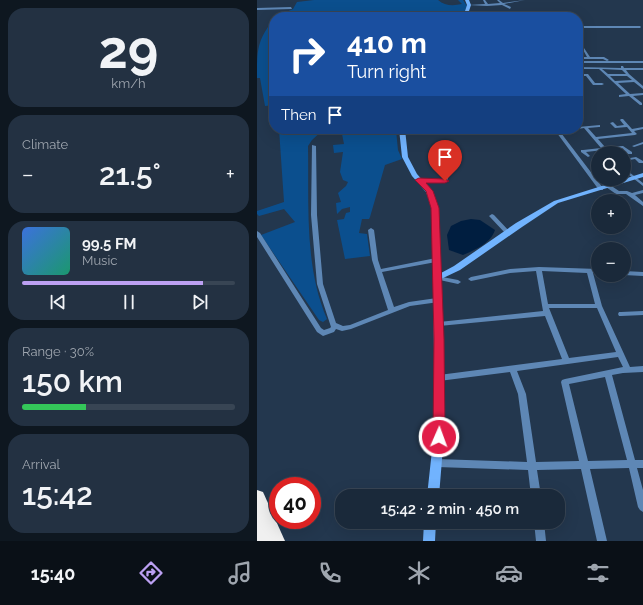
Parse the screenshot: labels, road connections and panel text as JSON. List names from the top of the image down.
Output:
{
  "page": {
    "tile": [
      ["29", "km/h"],
      "Climate",
      ["Range · 30%", "150 km"],
      ["Arrival", "15:42"]
    ],
    "turn": ["410 m", "Turn right"],
    "then": "Then",
    "map_buttons": ["+", "−"],
    "heat": ["−", "21.5°", "+"],
    "song": ["99.5 FM", "Music"],
    "limit": "40",
    "trip": "15:42 · 2 min · 450 m",
    "tabs": "15:40"
  }
}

────────────────────

WHAT TO PRODUCE: Set down each entry above word for word, without its pictures.

ANSWER FOR THE TASK:
Parse the screenshot: labels, road connections and panel text as JSON. List names from the top of the image down.
Output:
{
  "page": {
    "tile": [
      ["29", "km/h"],
      "Climate",
      ["Range · 30%", "150 km"],
      ["Arrival", "15:42"]
    ],
    "turn": ["410 m", "Turn right"],
    "then": "Then",
    "map_buttons": ["+", "−"],
    "heat": ["−", "21.5°", "+"],
    "song": ["99.5 FM", "Music"],
    "limit": "40",
    "trip": "15:42 · 2 min · 450 m",
    "tabs": "15:40"
  }
}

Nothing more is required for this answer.